## TASK DIRECTIONS
The string "block" may appear on lines of the entries below; report how many such lines there are, and only that.

## EXERCISE INPUTS
- Opening Delimiter -
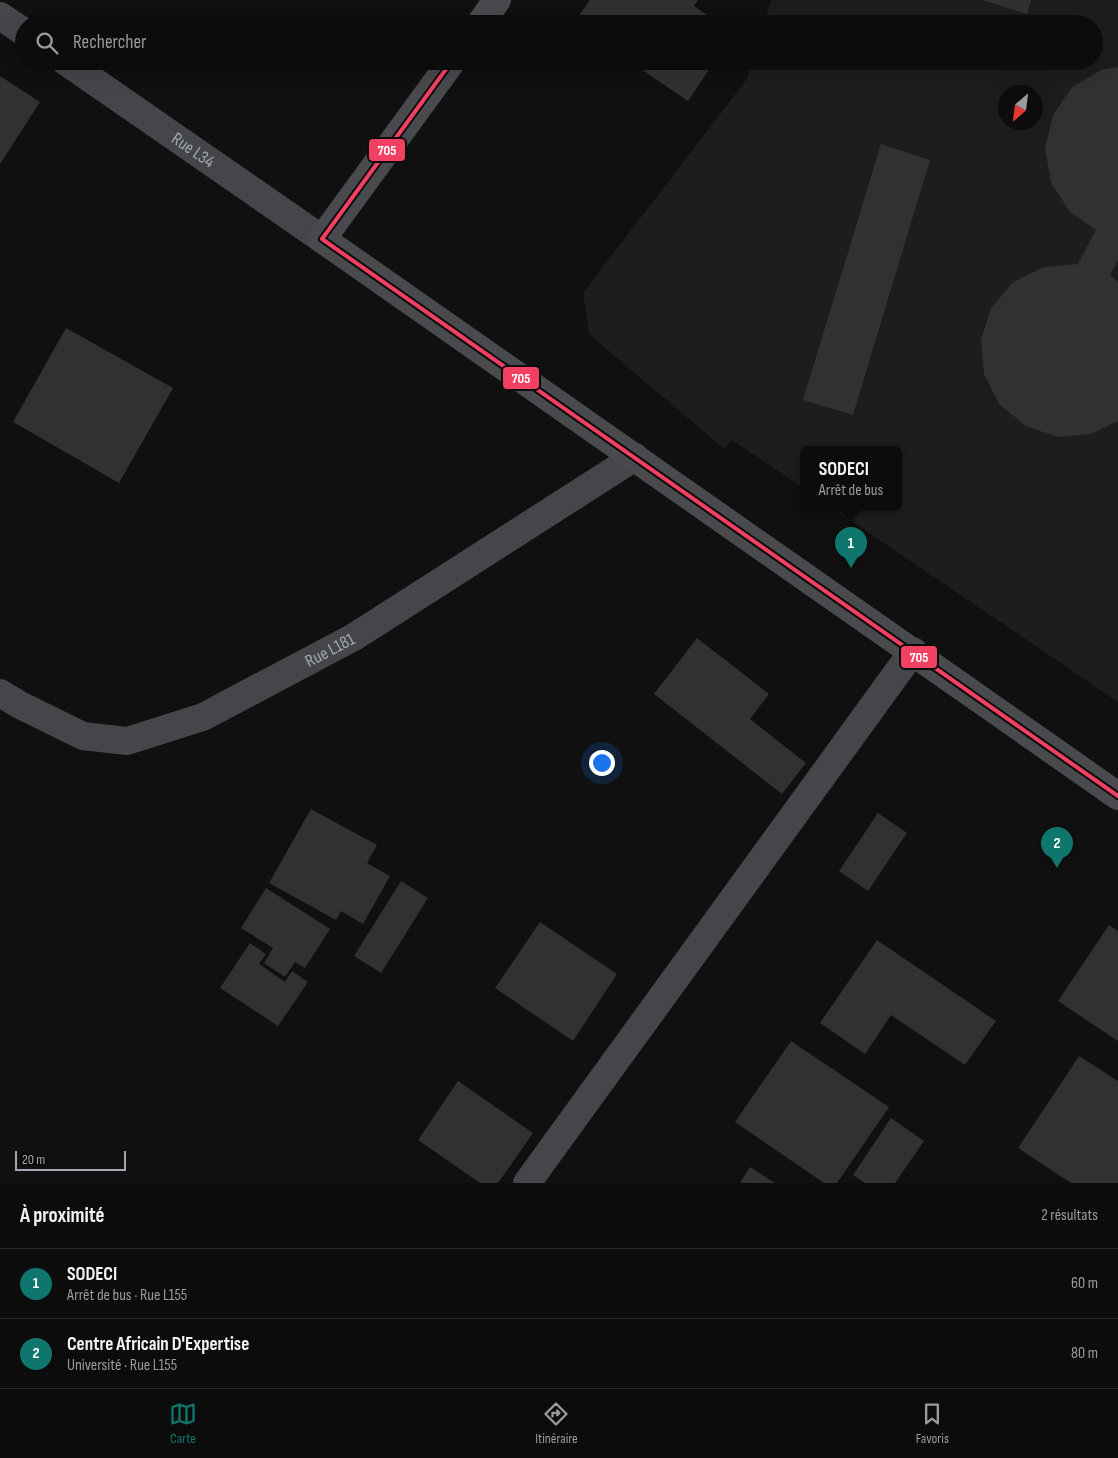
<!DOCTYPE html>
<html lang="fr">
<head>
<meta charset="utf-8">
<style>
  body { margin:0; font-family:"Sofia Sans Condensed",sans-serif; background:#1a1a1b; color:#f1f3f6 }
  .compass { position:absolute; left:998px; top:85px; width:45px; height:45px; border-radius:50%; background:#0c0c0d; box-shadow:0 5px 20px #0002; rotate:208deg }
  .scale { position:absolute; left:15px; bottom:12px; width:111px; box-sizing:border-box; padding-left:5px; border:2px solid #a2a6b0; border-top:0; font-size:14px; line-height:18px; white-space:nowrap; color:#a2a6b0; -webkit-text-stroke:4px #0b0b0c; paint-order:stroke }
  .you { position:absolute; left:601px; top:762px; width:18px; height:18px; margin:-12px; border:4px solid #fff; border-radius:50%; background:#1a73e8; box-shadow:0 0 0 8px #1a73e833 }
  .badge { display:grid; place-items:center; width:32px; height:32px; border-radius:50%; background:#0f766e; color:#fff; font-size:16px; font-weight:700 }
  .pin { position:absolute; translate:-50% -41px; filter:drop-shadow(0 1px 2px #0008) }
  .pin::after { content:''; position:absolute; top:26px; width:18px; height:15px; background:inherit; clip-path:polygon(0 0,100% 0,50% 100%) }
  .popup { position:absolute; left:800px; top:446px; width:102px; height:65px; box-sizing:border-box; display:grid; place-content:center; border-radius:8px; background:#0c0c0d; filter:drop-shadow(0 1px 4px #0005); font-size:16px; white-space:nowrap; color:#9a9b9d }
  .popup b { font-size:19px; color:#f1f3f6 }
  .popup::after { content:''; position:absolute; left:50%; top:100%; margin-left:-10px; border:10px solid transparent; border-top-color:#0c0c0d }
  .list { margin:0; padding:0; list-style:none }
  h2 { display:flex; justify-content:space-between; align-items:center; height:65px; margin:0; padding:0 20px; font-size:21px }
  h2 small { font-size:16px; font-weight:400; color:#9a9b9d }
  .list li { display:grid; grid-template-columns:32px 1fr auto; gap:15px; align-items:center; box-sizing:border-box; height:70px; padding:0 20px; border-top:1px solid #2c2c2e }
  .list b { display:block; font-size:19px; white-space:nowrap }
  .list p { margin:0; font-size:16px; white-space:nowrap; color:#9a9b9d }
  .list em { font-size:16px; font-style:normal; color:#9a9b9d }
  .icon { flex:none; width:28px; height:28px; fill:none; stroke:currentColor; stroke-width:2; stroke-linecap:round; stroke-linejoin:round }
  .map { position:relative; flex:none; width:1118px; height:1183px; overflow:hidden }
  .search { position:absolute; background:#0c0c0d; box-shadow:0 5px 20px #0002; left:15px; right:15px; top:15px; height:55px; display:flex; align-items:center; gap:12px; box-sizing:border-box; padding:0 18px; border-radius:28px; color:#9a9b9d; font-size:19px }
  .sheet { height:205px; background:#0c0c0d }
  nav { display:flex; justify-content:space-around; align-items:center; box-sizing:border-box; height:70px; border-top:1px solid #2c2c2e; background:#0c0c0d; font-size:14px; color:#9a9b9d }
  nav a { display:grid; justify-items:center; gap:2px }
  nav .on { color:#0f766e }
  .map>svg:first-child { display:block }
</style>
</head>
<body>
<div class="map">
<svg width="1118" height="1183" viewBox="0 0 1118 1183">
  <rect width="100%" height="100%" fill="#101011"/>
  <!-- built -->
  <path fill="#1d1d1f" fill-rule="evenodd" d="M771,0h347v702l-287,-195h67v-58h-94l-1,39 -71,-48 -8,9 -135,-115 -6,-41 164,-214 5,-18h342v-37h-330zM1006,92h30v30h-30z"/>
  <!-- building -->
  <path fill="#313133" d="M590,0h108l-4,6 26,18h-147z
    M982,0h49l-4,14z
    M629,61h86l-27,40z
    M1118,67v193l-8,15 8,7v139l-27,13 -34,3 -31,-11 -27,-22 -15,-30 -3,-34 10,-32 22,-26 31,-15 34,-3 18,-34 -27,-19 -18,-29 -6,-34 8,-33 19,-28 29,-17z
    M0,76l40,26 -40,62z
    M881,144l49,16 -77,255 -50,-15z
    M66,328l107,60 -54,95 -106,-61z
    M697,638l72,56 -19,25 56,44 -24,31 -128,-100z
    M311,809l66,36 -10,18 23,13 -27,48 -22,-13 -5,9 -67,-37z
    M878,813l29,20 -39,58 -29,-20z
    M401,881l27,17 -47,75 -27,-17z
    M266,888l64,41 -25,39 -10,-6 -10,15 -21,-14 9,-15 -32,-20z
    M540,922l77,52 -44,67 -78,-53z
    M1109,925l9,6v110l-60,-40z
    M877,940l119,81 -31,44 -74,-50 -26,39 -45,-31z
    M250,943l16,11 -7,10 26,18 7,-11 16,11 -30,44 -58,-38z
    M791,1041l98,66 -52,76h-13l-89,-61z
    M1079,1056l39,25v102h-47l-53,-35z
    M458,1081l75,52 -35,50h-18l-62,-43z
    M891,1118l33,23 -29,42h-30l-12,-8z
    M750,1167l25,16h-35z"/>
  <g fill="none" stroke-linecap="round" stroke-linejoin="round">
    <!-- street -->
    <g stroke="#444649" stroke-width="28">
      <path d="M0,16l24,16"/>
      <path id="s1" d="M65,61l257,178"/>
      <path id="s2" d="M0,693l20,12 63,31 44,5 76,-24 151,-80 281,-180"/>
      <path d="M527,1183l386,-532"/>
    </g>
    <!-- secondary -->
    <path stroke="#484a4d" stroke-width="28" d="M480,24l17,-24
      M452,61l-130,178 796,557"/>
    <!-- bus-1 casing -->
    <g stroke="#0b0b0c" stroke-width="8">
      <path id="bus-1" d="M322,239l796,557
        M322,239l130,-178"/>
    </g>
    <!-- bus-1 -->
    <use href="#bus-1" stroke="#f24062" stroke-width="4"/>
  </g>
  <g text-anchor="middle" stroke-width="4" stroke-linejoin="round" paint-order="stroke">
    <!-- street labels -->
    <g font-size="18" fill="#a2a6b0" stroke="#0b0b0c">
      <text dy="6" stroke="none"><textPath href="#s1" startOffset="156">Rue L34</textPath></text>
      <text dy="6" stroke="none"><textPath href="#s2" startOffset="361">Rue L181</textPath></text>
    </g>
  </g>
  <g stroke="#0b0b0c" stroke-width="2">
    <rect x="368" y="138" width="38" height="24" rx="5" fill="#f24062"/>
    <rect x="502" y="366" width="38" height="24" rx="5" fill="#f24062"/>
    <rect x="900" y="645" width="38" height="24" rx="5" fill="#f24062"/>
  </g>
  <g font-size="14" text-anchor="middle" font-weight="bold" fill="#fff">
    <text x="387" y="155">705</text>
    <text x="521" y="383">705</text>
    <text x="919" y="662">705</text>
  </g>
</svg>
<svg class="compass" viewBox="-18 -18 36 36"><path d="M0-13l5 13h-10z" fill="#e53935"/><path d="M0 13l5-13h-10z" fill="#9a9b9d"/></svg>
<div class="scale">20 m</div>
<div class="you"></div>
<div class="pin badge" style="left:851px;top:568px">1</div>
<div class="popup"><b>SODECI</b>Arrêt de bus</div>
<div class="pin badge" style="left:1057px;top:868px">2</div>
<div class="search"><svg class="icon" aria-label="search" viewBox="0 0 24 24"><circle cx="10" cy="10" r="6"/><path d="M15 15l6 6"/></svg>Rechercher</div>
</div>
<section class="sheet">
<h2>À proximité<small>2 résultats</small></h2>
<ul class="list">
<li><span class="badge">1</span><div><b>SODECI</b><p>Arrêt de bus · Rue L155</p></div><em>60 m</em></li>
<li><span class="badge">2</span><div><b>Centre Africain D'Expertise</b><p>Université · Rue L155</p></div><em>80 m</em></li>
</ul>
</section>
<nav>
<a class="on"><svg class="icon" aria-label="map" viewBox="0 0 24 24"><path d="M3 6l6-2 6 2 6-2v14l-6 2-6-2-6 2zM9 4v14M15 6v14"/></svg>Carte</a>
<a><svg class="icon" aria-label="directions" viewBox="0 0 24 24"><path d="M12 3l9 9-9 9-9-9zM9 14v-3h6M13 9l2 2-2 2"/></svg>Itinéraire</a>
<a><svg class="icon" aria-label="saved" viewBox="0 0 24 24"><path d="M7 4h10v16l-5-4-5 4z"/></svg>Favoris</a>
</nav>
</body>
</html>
- Closing Delimiter -
## EXERCISE RESPONSE
2